Thursday in Australia
I came down the stairs, wood bare and talking their talk with my sandals as I took each step. And I went into the kitchen, cool now as the sun has gone from its windows.
The clock ticked on, and again I caught the Silence between each tock. Cool eternal silence, only given spaces and time by the ticking. Moments of a day sounded out within the great silence of foreverness.
The cheap plastic Argos timepiece on my wall, my own personal Stonehenge, telling me of sunrise and sunsets, seconds, minutes, hours and days. Plastic though it might be, its quartz heart is a tiny reminder of the universal magic; the secrets hidden in the very stones around us, children of the universe all.
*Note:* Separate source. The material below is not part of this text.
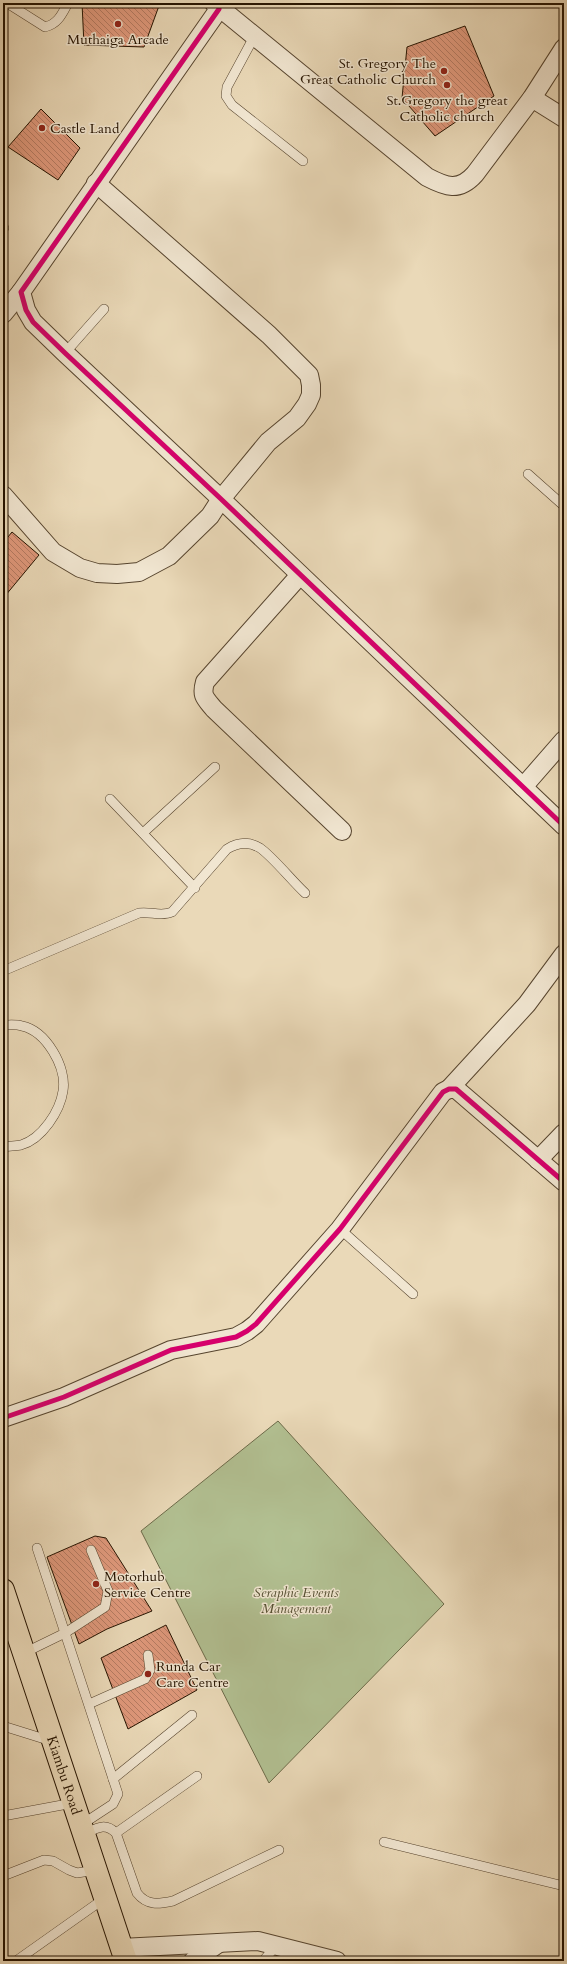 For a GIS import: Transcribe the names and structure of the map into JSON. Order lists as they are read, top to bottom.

Not just a churned out factory clock then, but a piece of contemporary art, a person’s careful thoughts and design, someone’s labour and a window to another person’s life in a far off land. Made in China it says somewhere on its body.
But where did that body come from? Born in China in its present form, perhaps, but formed from many parts, like the limbs and head of Frankenstein’s creation. Bits taken from here and there to form a whole. And is that whole greater than its parts, or are its parts greater than the whole? For it has ancestry that clock, just as you and I do. Ancient ancestry, arising from its grandmother the earth itself. And She, well, who was she the child of, if not past stars and cosmic passions.
It’s company for me too, because it talks to me. If that sounds strange, don’t think its because I live alone and so must fantasise. No, the dear clock tells me the time. It tells me when to go to bed. It tells me to hurry to keep an appointment, or to relax and listen to the news. It is so full of things to say.
And sometimes it is philosophical, reminding me of Einstein. Time is relative it says; for although it is Wednesday here, it is Thursday in Australia.